▸ **Dataset entries**
______________________________

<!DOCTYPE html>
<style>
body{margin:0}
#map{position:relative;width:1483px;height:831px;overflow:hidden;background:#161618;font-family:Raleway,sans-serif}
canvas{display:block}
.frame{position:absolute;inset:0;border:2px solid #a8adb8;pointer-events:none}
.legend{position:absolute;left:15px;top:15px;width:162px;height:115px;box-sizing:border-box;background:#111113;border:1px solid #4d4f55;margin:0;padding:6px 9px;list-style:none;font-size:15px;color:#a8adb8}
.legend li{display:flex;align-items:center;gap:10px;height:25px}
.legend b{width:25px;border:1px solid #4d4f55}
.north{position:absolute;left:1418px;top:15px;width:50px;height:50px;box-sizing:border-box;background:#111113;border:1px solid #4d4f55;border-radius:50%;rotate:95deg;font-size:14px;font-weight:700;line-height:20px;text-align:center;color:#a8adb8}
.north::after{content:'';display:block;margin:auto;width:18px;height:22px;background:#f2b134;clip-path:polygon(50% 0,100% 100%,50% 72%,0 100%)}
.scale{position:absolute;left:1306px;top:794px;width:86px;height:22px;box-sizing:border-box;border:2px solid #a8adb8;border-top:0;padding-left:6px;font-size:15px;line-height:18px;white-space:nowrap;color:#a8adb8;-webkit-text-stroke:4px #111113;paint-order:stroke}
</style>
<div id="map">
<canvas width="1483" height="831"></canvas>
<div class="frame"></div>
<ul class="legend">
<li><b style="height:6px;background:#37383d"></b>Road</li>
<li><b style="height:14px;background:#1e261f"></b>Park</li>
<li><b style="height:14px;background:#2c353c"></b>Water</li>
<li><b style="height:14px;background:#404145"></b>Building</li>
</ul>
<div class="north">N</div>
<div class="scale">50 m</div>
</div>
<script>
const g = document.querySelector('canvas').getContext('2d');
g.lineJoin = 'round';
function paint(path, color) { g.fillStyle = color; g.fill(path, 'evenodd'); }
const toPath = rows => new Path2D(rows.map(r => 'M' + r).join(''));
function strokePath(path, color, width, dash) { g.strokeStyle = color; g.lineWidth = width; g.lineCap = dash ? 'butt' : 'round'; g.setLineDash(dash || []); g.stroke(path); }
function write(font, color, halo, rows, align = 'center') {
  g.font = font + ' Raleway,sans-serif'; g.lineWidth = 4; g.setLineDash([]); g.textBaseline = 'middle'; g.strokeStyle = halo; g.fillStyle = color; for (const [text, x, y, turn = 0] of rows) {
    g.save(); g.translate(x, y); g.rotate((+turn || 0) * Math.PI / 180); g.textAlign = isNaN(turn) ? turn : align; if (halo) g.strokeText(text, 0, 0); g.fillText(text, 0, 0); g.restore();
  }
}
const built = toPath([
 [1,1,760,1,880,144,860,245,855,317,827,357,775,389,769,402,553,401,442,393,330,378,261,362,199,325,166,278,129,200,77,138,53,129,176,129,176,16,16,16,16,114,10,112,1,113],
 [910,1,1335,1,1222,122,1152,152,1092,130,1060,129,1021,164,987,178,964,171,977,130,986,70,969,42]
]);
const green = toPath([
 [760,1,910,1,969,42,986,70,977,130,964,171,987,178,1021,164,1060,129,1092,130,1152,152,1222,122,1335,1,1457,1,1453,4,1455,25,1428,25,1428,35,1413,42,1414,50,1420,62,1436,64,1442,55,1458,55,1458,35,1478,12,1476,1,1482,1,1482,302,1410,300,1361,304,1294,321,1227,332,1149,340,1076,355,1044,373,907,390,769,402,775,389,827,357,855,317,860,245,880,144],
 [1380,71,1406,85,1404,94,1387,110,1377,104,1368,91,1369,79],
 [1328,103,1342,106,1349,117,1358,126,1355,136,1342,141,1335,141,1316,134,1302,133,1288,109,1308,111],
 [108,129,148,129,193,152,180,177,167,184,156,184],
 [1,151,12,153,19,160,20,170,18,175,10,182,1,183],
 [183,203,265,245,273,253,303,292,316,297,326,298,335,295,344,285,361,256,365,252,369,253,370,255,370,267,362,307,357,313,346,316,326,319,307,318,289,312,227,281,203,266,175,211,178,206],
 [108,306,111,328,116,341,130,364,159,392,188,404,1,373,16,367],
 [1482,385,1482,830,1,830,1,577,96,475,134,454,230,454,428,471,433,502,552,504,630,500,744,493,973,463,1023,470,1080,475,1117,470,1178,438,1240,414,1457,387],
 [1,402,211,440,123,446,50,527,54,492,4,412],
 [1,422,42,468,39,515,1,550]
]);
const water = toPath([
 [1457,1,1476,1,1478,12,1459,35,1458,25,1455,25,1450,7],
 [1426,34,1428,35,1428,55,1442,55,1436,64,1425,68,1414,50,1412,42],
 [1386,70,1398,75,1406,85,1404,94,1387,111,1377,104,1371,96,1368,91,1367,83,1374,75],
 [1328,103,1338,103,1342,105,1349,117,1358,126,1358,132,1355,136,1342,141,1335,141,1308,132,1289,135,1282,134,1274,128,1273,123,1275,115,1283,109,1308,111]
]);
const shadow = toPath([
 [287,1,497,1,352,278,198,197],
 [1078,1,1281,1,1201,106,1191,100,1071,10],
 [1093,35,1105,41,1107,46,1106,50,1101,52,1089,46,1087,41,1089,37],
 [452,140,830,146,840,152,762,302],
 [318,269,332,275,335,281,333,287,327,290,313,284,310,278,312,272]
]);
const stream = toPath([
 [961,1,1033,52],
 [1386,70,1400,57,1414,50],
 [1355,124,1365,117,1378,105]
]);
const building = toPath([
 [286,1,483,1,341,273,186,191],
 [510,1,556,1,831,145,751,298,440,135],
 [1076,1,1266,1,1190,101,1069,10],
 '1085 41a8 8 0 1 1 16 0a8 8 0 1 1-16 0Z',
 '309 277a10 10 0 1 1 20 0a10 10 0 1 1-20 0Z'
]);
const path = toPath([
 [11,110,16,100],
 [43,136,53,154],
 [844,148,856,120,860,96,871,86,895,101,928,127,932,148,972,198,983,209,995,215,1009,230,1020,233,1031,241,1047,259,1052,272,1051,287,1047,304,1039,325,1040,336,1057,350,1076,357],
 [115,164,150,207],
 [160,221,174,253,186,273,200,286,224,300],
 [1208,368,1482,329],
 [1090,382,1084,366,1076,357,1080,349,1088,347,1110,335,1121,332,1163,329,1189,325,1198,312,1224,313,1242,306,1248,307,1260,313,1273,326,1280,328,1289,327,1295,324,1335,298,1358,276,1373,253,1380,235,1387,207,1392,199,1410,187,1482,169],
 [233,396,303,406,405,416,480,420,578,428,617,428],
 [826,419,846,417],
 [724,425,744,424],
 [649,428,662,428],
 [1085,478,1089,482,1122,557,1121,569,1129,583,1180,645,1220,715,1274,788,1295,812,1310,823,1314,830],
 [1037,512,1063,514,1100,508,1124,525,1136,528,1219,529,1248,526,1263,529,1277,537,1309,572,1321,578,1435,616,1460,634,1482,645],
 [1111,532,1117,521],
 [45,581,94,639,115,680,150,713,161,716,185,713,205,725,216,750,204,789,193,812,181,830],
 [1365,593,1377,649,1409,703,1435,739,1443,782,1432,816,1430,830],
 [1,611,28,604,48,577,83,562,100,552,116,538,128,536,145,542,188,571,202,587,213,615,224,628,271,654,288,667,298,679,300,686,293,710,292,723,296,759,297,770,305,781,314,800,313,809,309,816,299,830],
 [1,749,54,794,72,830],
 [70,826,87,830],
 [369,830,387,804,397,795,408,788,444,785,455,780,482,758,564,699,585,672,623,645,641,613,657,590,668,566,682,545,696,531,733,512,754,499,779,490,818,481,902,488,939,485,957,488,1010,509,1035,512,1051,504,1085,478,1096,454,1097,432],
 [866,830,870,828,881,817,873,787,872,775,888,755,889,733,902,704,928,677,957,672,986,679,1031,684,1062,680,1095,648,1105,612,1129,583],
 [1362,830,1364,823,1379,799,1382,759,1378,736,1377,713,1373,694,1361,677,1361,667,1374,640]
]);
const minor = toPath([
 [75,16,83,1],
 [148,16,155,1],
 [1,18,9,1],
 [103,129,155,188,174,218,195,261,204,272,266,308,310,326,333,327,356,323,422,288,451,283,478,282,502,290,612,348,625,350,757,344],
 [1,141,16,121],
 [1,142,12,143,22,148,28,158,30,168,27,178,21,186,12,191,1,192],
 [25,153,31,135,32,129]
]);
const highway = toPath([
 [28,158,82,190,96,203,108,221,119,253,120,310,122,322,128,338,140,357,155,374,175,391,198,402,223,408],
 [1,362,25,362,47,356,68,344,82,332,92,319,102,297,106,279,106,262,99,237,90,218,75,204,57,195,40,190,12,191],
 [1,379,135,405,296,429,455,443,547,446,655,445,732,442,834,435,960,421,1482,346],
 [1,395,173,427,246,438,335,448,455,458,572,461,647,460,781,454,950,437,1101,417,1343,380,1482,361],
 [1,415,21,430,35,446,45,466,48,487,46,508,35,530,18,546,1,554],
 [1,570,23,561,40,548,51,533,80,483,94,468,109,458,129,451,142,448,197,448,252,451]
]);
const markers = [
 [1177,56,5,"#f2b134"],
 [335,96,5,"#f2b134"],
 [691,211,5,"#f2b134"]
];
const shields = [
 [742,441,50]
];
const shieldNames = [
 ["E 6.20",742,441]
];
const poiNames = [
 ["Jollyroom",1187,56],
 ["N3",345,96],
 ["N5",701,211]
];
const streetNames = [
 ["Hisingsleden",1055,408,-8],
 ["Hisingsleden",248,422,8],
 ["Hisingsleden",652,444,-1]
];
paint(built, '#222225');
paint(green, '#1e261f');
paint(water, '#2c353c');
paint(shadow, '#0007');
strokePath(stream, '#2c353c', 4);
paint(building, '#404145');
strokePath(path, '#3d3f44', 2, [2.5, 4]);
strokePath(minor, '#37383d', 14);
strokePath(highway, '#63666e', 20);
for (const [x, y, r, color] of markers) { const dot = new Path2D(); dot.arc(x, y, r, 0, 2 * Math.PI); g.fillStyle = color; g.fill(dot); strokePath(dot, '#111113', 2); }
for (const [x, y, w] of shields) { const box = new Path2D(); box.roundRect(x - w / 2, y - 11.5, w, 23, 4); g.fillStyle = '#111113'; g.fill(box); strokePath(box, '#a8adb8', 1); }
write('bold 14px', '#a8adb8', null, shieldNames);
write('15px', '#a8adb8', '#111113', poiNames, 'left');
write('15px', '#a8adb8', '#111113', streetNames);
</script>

______________________________

▸ **Work item**
Both the line containing "[742,441,50]" and the line containing "paint(built, '#222225');" belong in the answer. Print them and every line above that falls between them exactly, and no others.

▸ **Written solution**
 [742,441,50]
];
const shieldNames = [
 ["E 6.20",742,441]
];
const poiNames = [
 ["Jollyroom",1187,56],
 ["N3",345,96],
 ["N5",701,211]
];
const streetNames = [
 ["Hisingsleden",1055,408,-8],
 ["Hisingsleden",248,422,8],
 ["Hisingsleden",652,444,-1]
];
paint(built, '#222225');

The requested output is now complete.